Выделение казачьих районов в национальных автономиях протекало не всегда безболезненно и зачастую встречало сопротивление органов местной власти. Северо-Осетинский облисполком полагал неприемлемым и невозможным как выход казачьих станиц из состава области, так и создание в ее пределах самостоятельной автономной единицы. И только твердая позиция краевого исполкома позволила объединить казачьи станицы в отдельный Притеречный округ (Бугай Н. Ф. Указ. соч. С.48.). Не менее напряженным оказался и процесс создания казачьего округа в Чеченской автономной области. По сведениям, приводимым Н. Ф. Бугаем, факт существования самостоятельного казачьего района на ее территории является довольно проблематичным. В сентябре 1925 г. «Президиум Северо-Кавказского крайисполкома в очередной раз рассмотрел вопрос о внутреннем районировании Чеченской автономной области. Были утверждены 13 административных районов. Что же касается самостоятельного (казачьего) русского района, то признавалось необходимым только его создание. Однако эта мера не получила своего разрешения» (Там же. С.49.).

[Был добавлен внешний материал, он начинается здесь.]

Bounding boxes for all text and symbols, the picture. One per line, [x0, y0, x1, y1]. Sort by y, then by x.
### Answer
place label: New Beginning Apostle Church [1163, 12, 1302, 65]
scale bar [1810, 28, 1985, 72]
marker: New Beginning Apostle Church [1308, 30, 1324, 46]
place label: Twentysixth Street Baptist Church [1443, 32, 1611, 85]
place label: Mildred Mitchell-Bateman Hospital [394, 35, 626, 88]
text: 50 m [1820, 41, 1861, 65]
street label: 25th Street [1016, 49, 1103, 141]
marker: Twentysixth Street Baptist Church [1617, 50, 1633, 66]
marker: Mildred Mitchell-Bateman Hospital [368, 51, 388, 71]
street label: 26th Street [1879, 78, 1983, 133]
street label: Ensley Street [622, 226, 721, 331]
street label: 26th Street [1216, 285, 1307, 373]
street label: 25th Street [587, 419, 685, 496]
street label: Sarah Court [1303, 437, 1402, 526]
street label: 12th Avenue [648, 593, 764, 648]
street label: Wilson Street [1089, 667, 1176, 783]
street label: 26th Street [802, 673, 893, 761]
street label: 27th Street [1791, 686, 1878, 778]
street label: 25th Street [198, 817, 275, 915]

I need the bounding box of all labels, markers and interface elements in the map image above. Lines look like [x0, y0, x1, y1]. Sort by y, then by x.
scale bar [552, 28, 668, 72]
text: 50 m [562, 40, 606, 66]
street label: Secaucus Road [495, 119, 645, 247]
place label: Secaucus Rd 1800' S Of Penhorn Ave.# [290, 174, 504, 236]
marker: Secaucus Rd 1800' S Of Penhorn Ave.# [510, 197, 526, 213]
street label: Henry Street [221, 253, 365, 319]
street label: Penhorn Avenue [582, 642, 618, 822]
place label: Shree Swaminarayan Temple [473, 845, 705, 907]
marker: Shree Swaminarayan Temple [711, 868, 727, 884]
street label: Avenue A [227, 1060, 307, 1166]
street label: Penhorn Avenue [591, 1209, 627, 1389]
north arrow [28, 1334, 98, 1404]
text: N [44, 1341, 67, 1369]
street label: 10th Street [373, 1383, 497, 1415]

Определенные сложности в данный процесс привносились и той неясностью, которая, по мнению официальной власти, вытекала из этнической принадлежности самого казачества. По представлениям, бытовавшим в 1920-е гг., казачество с полным основанием могло быть отнесено как к русскому, так и украинскому народам. Поэтому иногда оно подпадало под действие политики украинизации и рассматривалось как национальное меньшинство. Но в большинстве случаев оно разделяло судьбу русскоязычного населения региона.

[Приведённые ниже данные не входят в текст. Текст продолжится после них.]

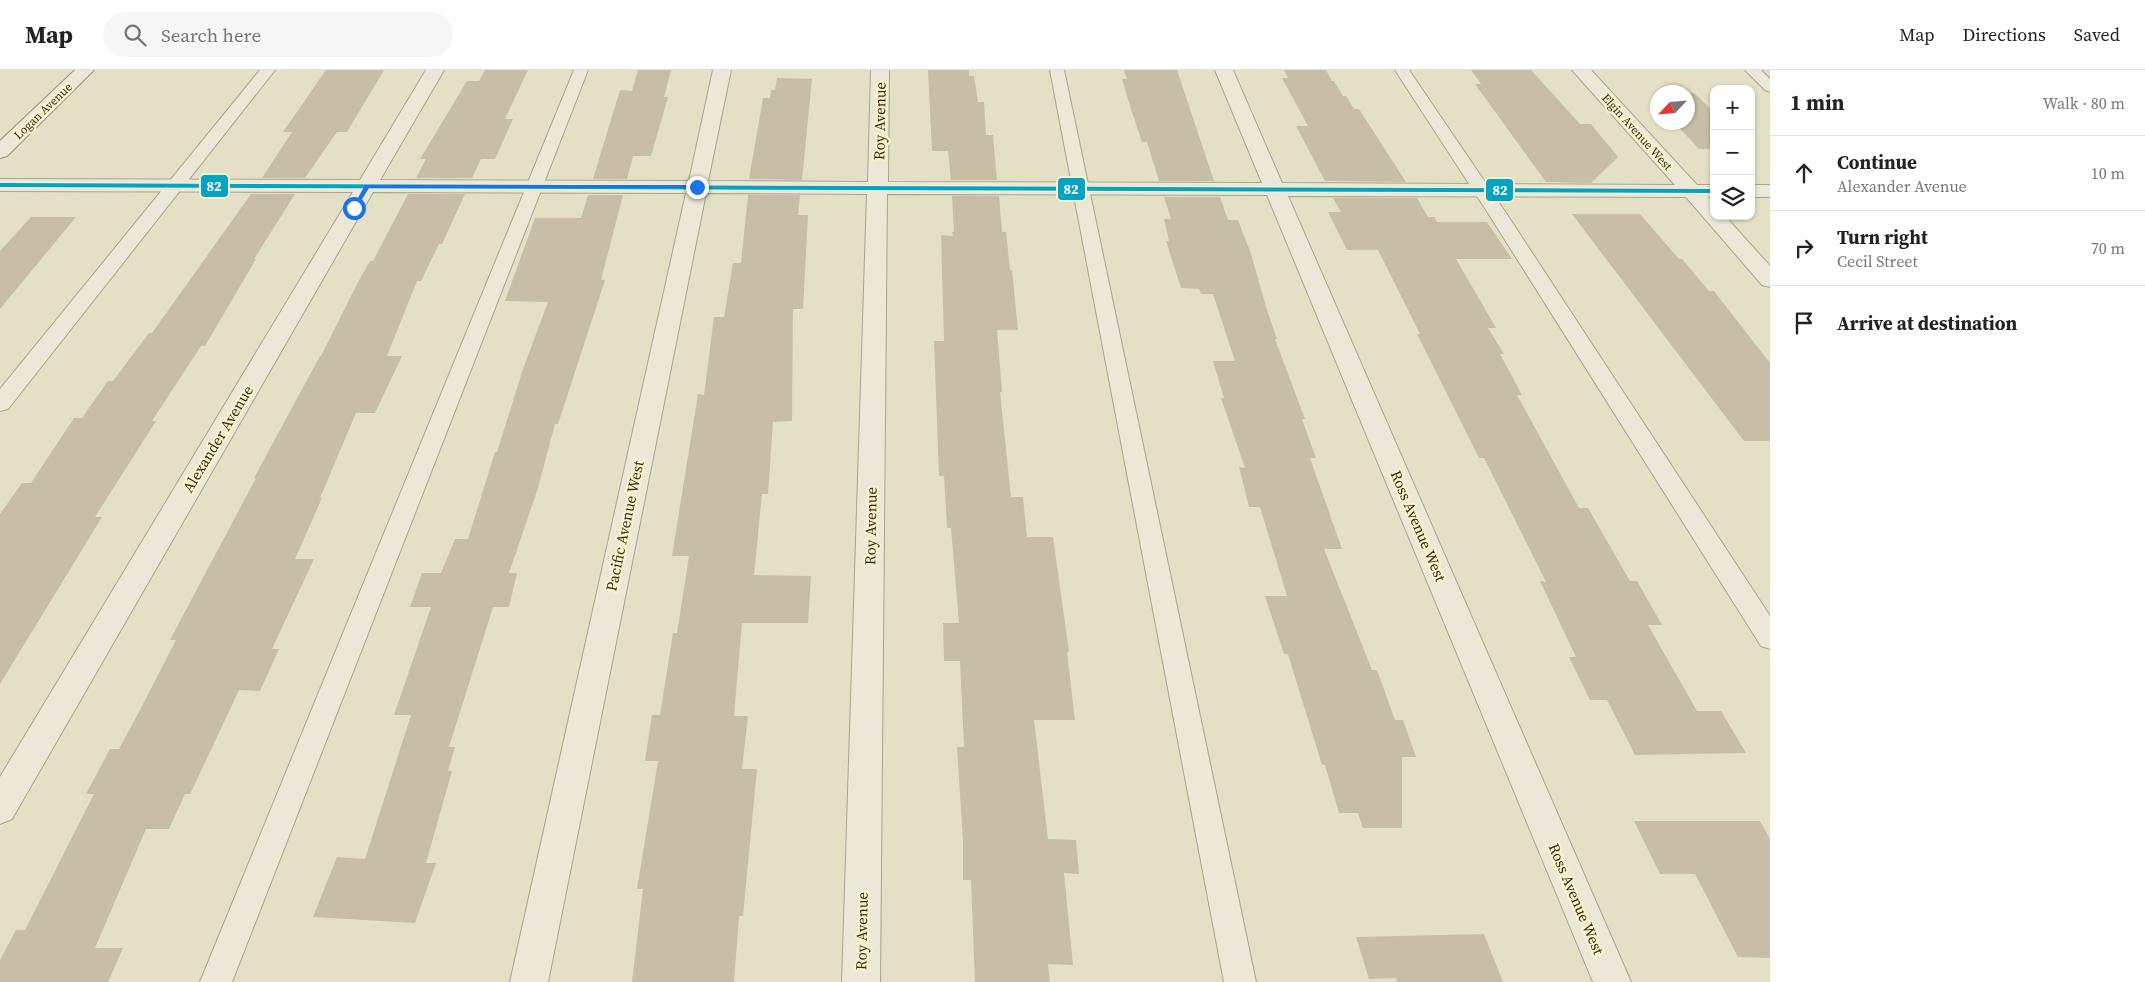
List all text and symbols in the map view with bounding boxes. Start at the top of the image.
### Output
search box [103,12,453,57]
text: Map [25,18,73,51]
icon: search [121,21,149,49]
text: Search here [161,22,261,48]
text: Map [1899,22,1935,47]
text: Directions [1963,22,2046,47]
text: Saved [2074,22,2120,47]
street label: Logan Avenue [10,79,76,143]
street label: Roy Avenue [868,81,891,160]
north arrow [1650,85,1695,130]
map controls [1710,85,1755,220]
button: + [1710,85,1755,130]
text: 1 min [1790,88,1845,117]
street label: Elgin Avenue West [1598,90,1676,174]
text: Walk · 80 m [2043,92,2125,114]
button: − [1710,130,1755,175]
text: Continue [1837,149,1917,175]
icon: ahead [1790,159,1818,187]
text: 10 m [2091,162,2125,184]
line badge: 82 [200,174,229,198]
button: layers [1710,175,1755,220]
text: Alexander Avenue [1837,175,1967,197]
text: 82 [206,176,222,196]
route end [686,176,709,199]
line badge: 82 [1057,177,1086,201]
line badge: 82 [1485,178,1514,202]
text: 82 [1063,179,1079,199]
text: 82 [1492,180,1508,200]
route start [343,197,366,220]
text: Turn right [1837,224,1928,250]
icon: right [1790,234,1818,262]
text: 70 m [2091,237,2125,259]
text: Cecil Street [1837,250,1918,272]
icon: arrive [1790,309,1818,337]
text: Arrive at destination [1837,310,2017,336]
street label: Alexander Avenue [177,381,258,496]
street label: Pacific Avenue West [600,459,649,593]
street label: Ross Avenue West [1386,467,1451,585]
street label: Roy Avenue [859,486,882,565]
street label: Ross Avenue West [1544,840,1609,958]
street label: Roy Avenue [850,891,873,970]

Примечательно, что образование казачьих округов объяснялось исключительно потребностями скорейшего разрешения земельного устройства казачьего населения. В то время как официальной целью создания национальных районов провозглашалась необходимость экономического и культурного подъема в прошлом отсталых и малочисленных народностей. Видимо поэтому существование русских округов оказалось недолгим. Так, уже в конце 1928 г. было принято постановление о ликвидации Сунженского округа с передачей его территории Чеченской автономной области. Данное решение обосновывалось экономической отсталостью округа и дальнейшей бесперспективностью его существования. В августе 1930 г. без какого-либо предварительного обсуждения Президиум Северо-Кавказского крайисполкома упразднил 10 русских округов.

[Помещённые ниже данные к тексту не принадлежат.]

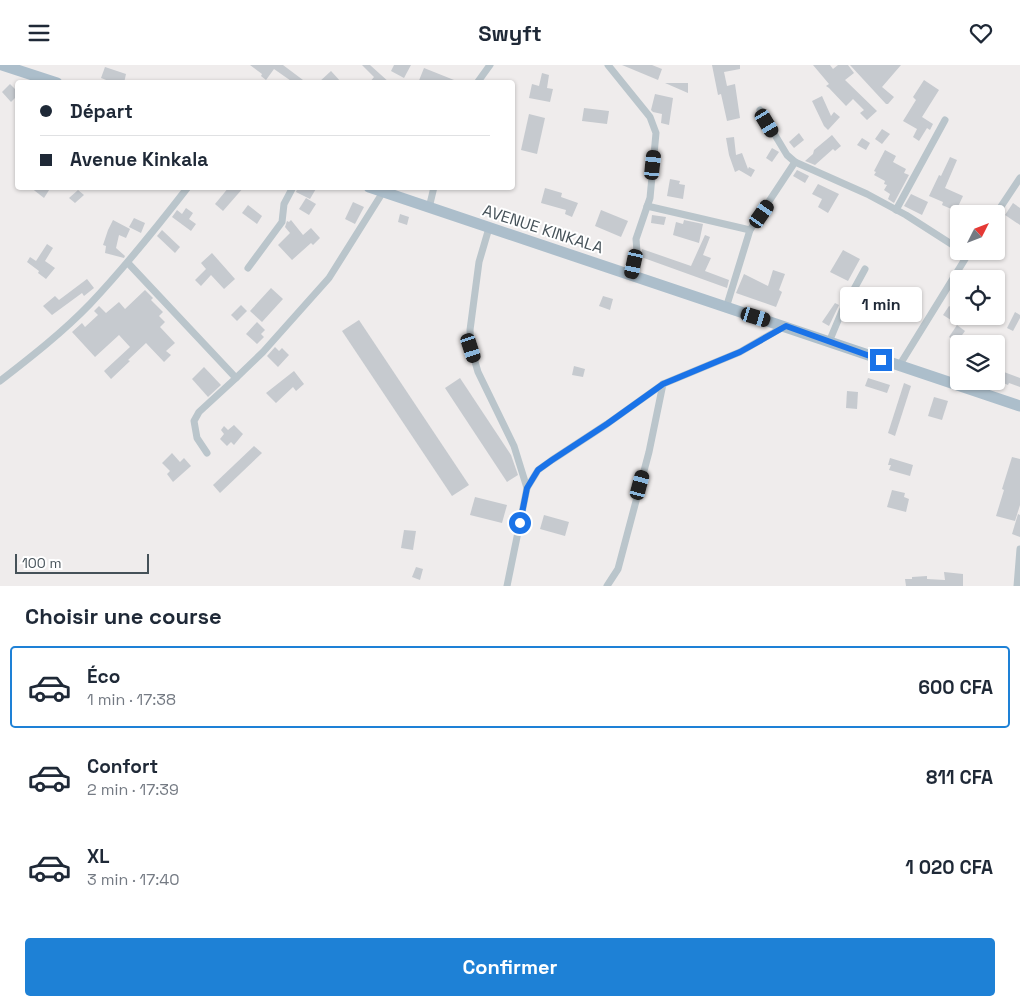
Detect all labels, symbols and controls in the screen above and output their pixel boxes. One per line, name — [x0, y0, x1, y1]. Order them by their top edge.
icon: menu — [25, 19, 53, 47]
text: Swyft — [478, 19, 542, 47]
icon: heart — [967, 19, 995, 47]
text: Départ — [70, 99, 133, 124]
car — [752, 106, 781, 140]
text: Avenue Kinkala — [70, 147, 208, 172]
car — [643, 149, 662, 181]
car — [747, 197, 776, 231]
street label: AVENUE KINKALA — [480, 200, 606, 258]
north arrow — [950, 205, 1005, 260]
map controls — [950, 205, 1005, 390]
car — [623, 248, 644, 280]
button: locate — [950, 270, 1005, 325]
callout: 1 min — [840, 287, 922, 323]
text: 1 min — [861, 294, 901, 315]
car — [739, 305, 772, 329]
car — [459, 331, 482, 365]
button: layers — [950, 335, 1005, 390]
route end — [870, 349, 892, 371]
car — [628, 469, 651, 501]
route start — [509, 512, 531, 534]
scale bar — [15, 551, 149, 574]
text: 100 m — [22, 554, 61, 572]
text: Choisir une course — [25, 602, 222, 630]
text: Éco — [87, 664, 120, 689]
icon: car — [27, 665, 72, 710]
text: 600 CFA — [918, 675, 993, 700]
text: 1 min · 17:38 — [87, 689, 176, 710]
text: Confort — [87, 754, 158, 779]
icon: car — [27, 755, 72, 800]
text: 811 CFA — [926, 765, 993, 790]
text: 2 min · 17:39 — [87, 779, 179, 800]
text: XL — [87, 844, 110, 869]
icon: car — [27, 845, 72, 890]
text: 1 020 CFA — [905, 855, 993, 880]
text: 3 min · 17:40 — [87, 869, 180, 890]
button: Confirmer — [25, 938, 995, 996]

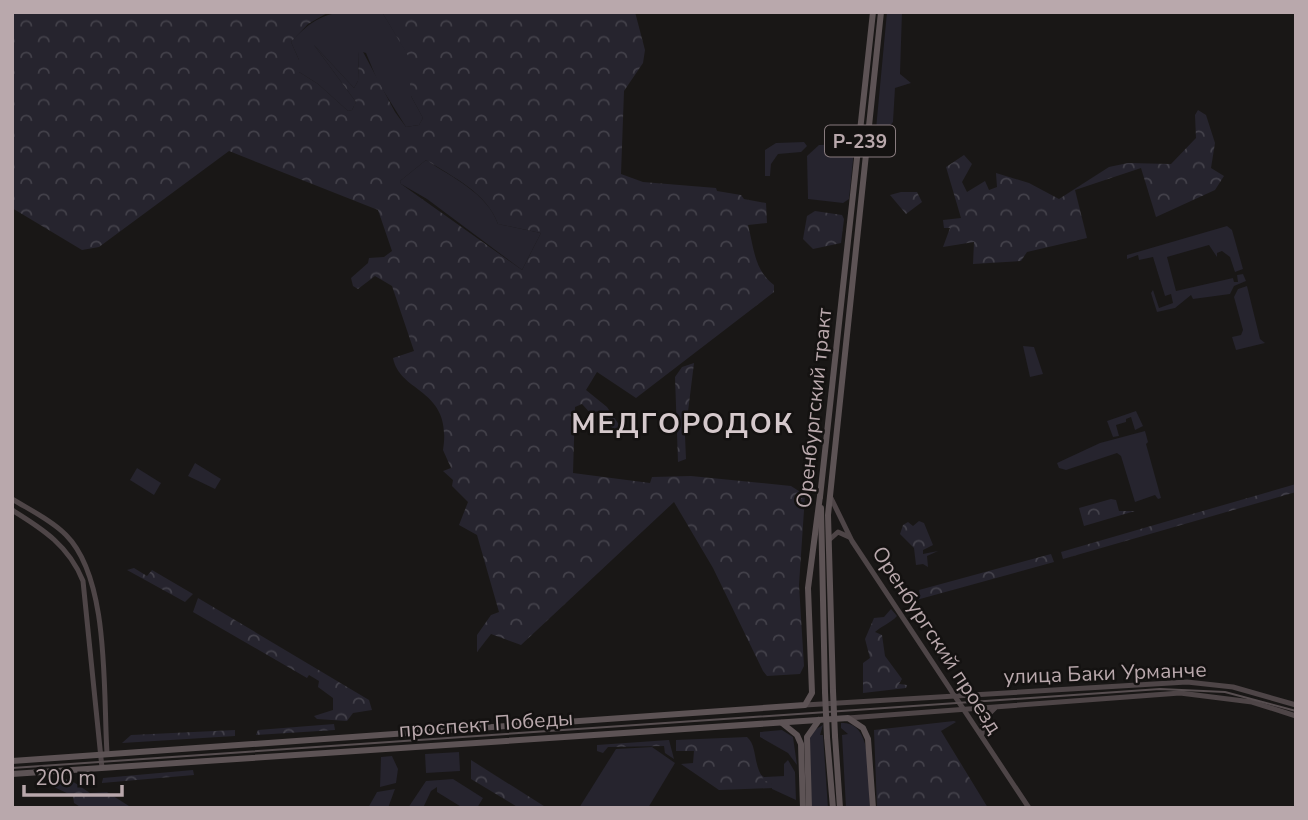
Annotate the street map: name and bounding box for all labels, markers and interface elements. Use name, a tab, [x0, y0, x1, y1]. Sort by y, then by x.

Национально-территориальное размежевание, наиболее активно развернувшееся на Северном Кавказе в 1920-е гг., затрагивало интересы самых различных народов. Его результатами стали земельные тяжбы и территориальные неурядицы не только между автономными образованиями и русскими селениями края, но и между отдельными народами. Именно в процессе его осуществления и возник так называемый «казачий вопрос», итогами разрешения которого явились принудительное расселение казачества, его новое землеустройство и вовлечение в систему чуждых ему классовых отношений.
Вопросы казачьей истории и культуры. Вып. 2. Майкоп: «Качество», 2003.